6. I was going to be a cop, but I decided to finish high school instead.
7. Bad cop! No Donut!
8. You're not gonna check the trunk, are you?
9. Didn't I see you get your butt kicked on "Cops"?
10. Gee, Officer! That's terrific. The last officer only gave me a warning,
too.
11. I was trying to keep up with the other traffic. Yes, I know there is no
other car around, that's how far ahead of me they are.
12. What do you mean, "Have I been drinking?" You're the trained observer!
50 Fun Things to do at Wal-mart
1. Take shopping carts for the express purpose of filling them and
stranding them at strategic locations.
2. Ride those little electronic cars at the front of the store.
3. Set all the alarm clocks to go off at ten minute intervals throughout
the day.
4. Start playing Calvinball; see how many people you can get to join in.

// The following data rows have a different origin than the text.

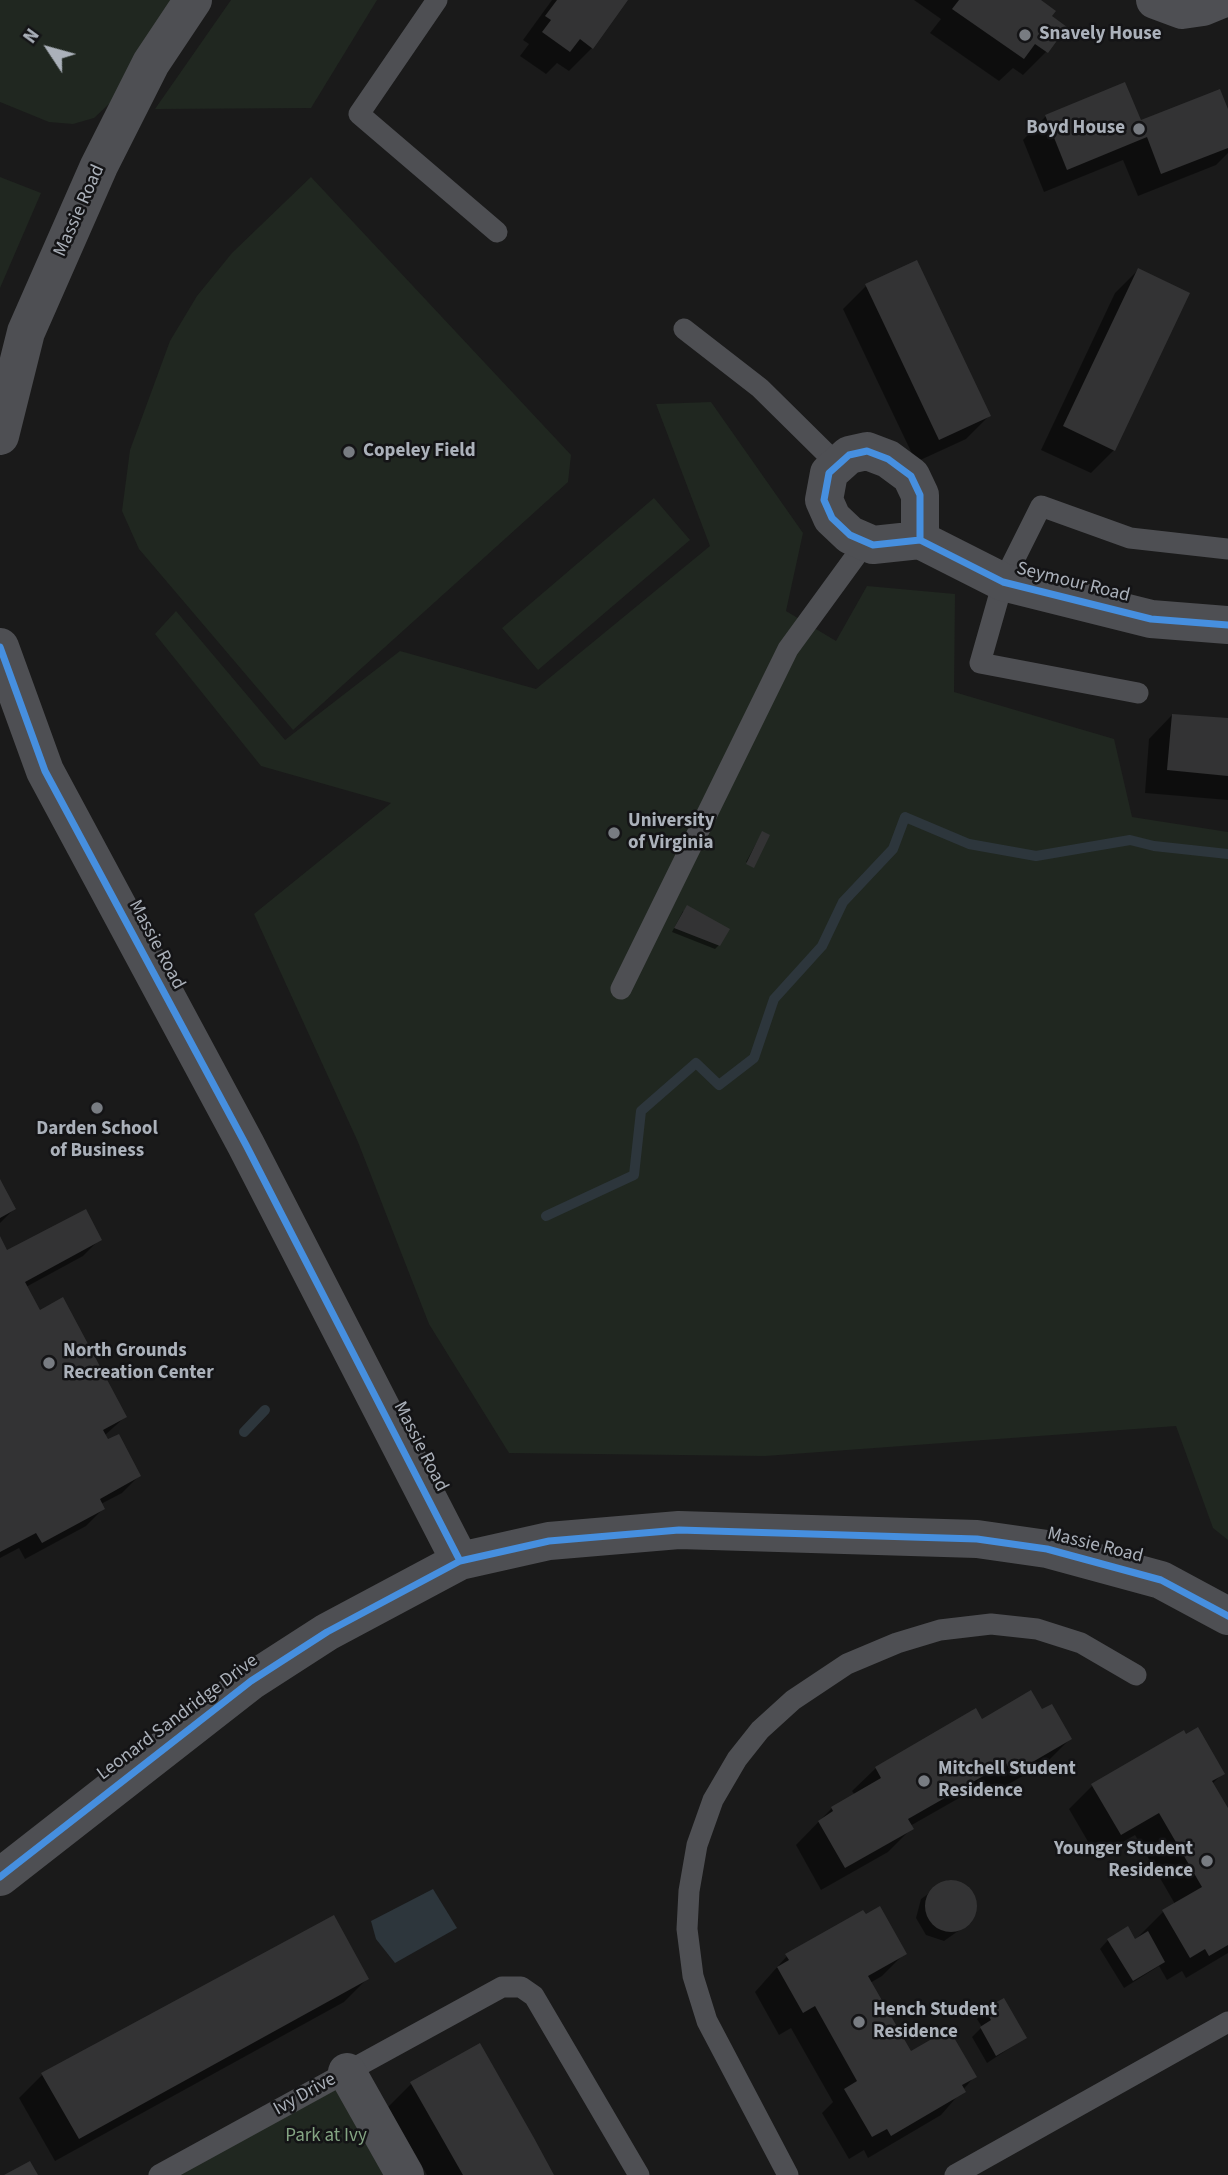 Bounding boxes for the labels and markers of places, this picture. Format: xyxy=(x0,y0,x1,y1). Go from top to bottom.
place label: Snavely House xyxy=(1039,24,1162,46)
marker: Snavely House xyxy=(1017,27,1033,43)
place label: Boyd House xyxy=(1026,118,1125,140)
marker: Boyd House xyxy=(1131,121,1147,137)
place label: Copeley Field xyxy=(363,441,476,463)
marker: Copeley Field xyxy=(341,444,357,460)
place label: University of Virginia xyxy=(628,811,715,855)
marker: University of Virginia xyxy=(606,825,622,841)
marker: Darden School of Business xyxy=(89,1100,105,1116)
place label: Darden School of Business xyxy=(36,1119,158,1163)
place label: North Grounds Recreation Center xyxy=(63,1341,214,1385)
marker: North Grounds Recreation Center xyxy=(41,1355,57,1371)
place label: Mitchell Student Residence xyxy=(938,1759,1076,1803)
marker: Mitchell Student Residence xyxy=(916,1773,932,1789)
place label: Younger Student Residence xyxy=(1054,1839,1193,1883)
marker: Younger Student Residence xyxy=(1199,1853,1215,1869)
place label: Hench Student Residence xyxy=(873,2000,997,2044)
marker: Hench Student Residence xyxy=(851,2014,867,2030)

5. Contaminate the entire auto department by sampling all the spray air
fresheners.
6. Challenge other customers to duels with tubes of gift wrap.
7. Leave cryptic messages on the typewriters.

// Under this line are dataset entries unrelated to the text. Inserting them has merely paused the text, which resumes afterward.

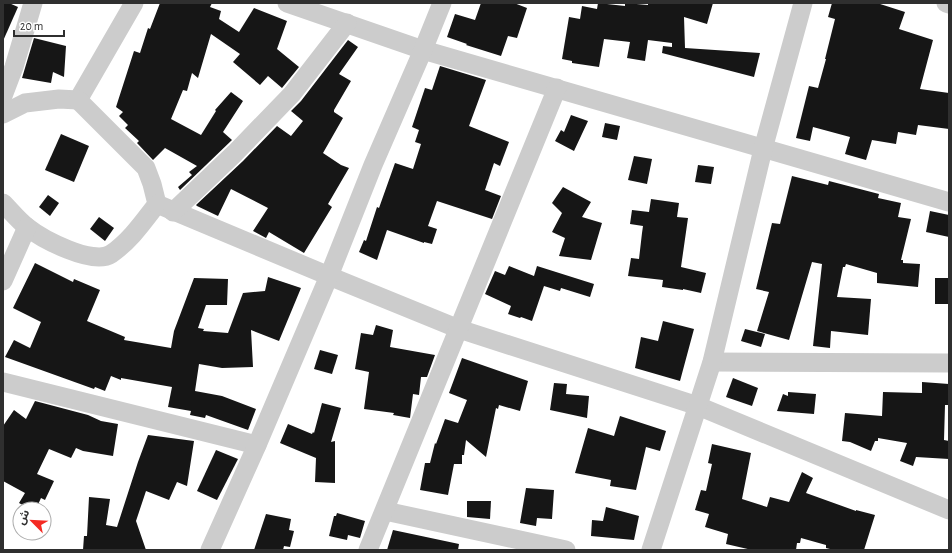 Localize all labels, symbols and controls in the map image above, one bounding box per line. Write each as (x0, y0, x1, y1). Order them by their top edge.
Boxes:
scale bar (14, 12, 64, 38)
text: 20 m (20, 20, 43, 32)
north arrow (12, 501, 52, 541)
text: ش (15, 508, 32, 527)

8. Re-dress the mannequins as you see fit.
9. When there are people behind you, walk REALLY SLOW, especially in
thin, narrow aisles.
10. Walk up to an employee and tell him in an official tone, "I think
we've got a Code 3 in Housewares," and see what happens.

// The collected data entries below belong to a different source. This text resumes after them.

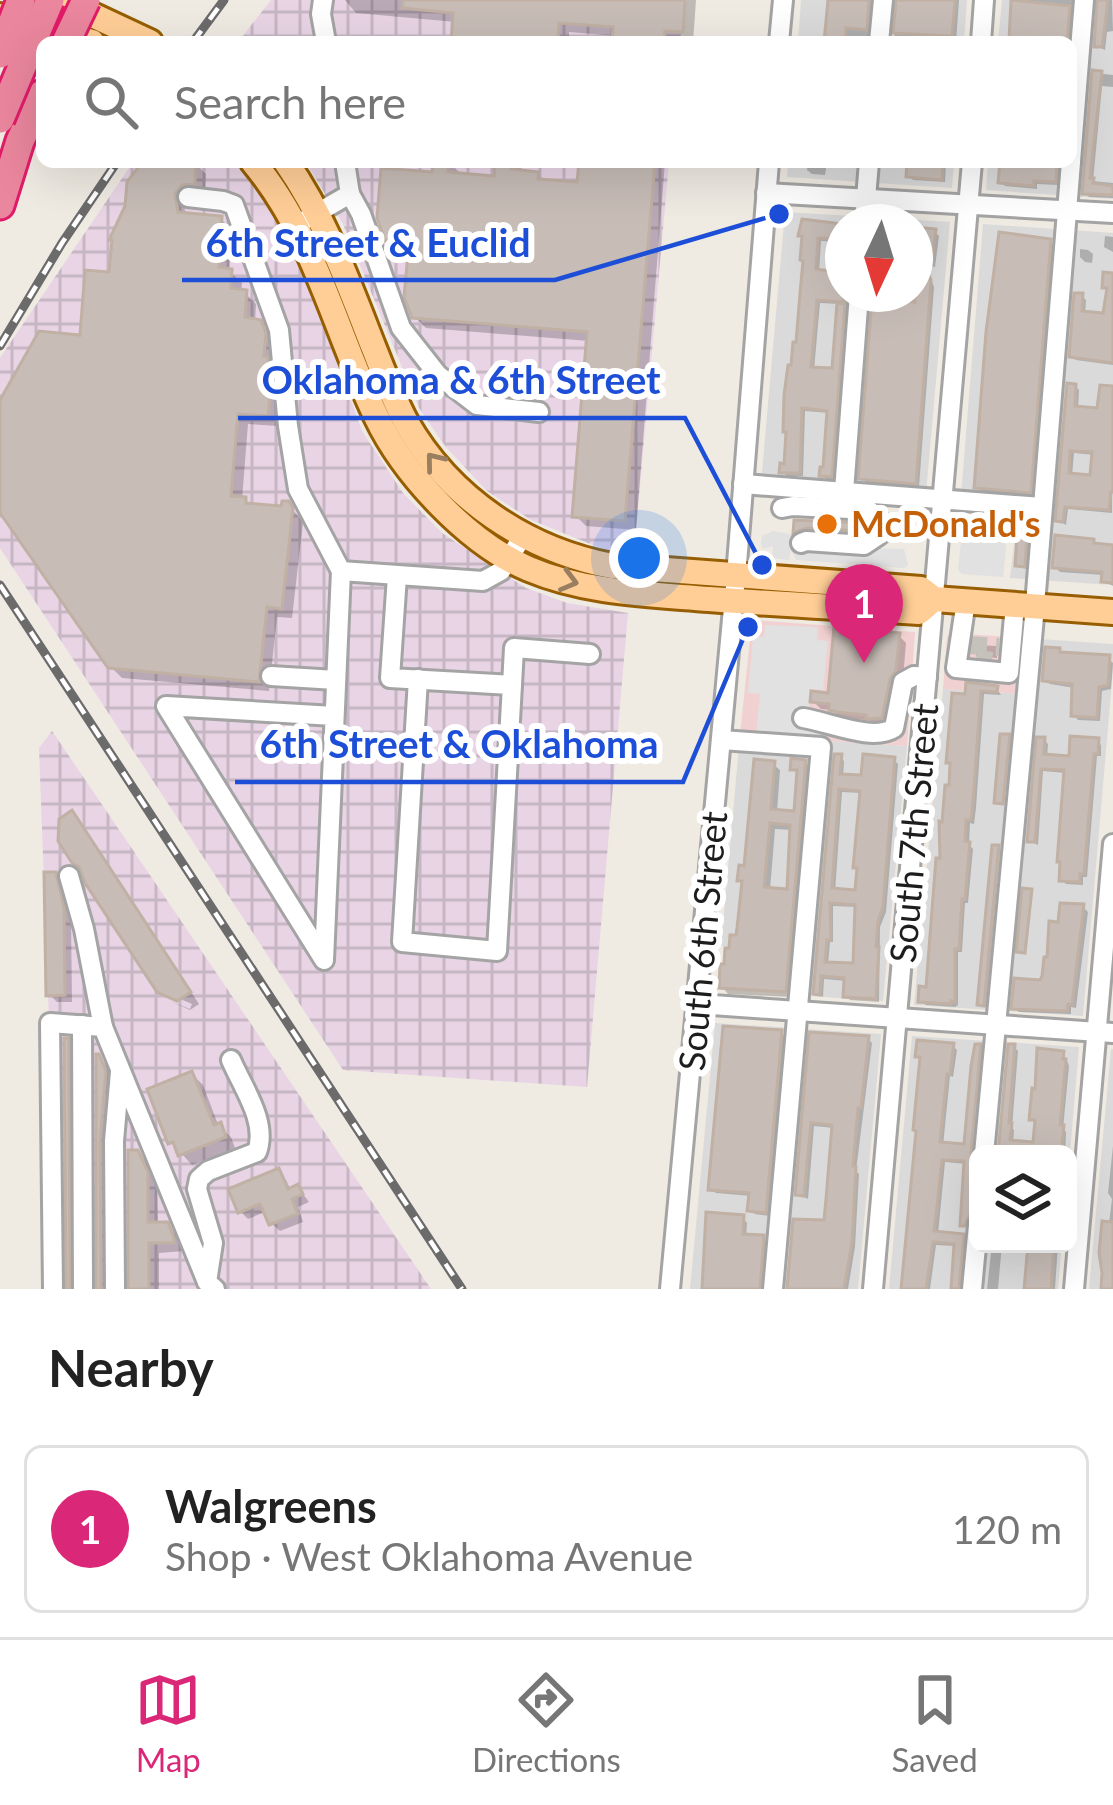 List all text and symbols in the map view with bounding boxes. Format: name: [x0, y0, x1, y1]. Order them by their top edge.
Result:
search box: [36, 36, 1077, 168]
icon: search: [78, 69, 144, 135]
text: Search here: [174, 75, 406, 129]
north arrow: [825, 204, 933, 312]
callout: 6th Street & Euclid: [182, 205, 555, 280]
text: 6th Street & Euclid: [205, 219, 531, 265]
callout: Oklahoma & 6th Street: [238, 343, 685, 418]
text: Oklahoma & 6th Street: [261, 356, 661, 402]
one-way arrow: [427, 453, 448, 475]
place label: McDonald's: [851, 501, 1041, 545]
marker: McDonald's: [814, 511, 840, 537]
your location: [609, 528, 669, 588]
pin: 1: [825, 564, 903, 663]
one-way arrow: [558, 567, 579, 592]
street label: South 7th Street: [880, 701, 946, 964]
callout: 6th Street & Oklahoma: [235, 707, 683, 782]
text: 6th Street & Oklahoma: [259, 720, 659, 766]
street label: South 6th Street: [669, 809, 735, 1072]
map controls: [969, 1145, 1077, 1253]
button: layers: [969, 1145, 1077, 1253]
text: Nearby: [48, 1337, 214, 1398]
text: Walgreens: [165, 1479, 377, 1533]
text: 1: [79, 1506, 101, 1552]
text: 120 m: [952, 1506, 1062, 1552]
text: Shop · West Oklahoma Avenue: [165, 1533, 693, 1579]
tab: Map: [135, 1667, 201, 1779]
tab: Directions: [472, 1667, 621, 1779]
tab: Saved: [891, 1667, 978, 1779]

11. Tune all the radios to a polka station; then turn them all off and
turn the volumes to "10".
12. Play with the automatic doors.
13. Walk up to complete strangers and say, "Hi! I haven't seen you in so
long!..." etc. See if they play along to avoid embarrassment.
14. While walking through the clothing department, ask yourself loud
enough for all to hear, "Who BUYS this crap, anyway?"
15. Repeat Number 14 in the jewelry department.
16. Ride a display bicycle through the store; claim you're taking it for
a "test drive."
17. Follow people through the aisles, always staying about five feet
away. Continue to do this until they leave the department.
18. Play soccer with a group of friends, using the entire store as your
playing field.
19. As the cashier runs your purchases over the scanner, look mesmerized
and say, "Wow. Magic!"
20. Put M&M's on layaway.
21. Move "Caution: Wet Floor" signs to carpeted areas.
22. Set up a tent in the camping department; tell others you'll only
invite them in if they bring pillows from Bed and Bath.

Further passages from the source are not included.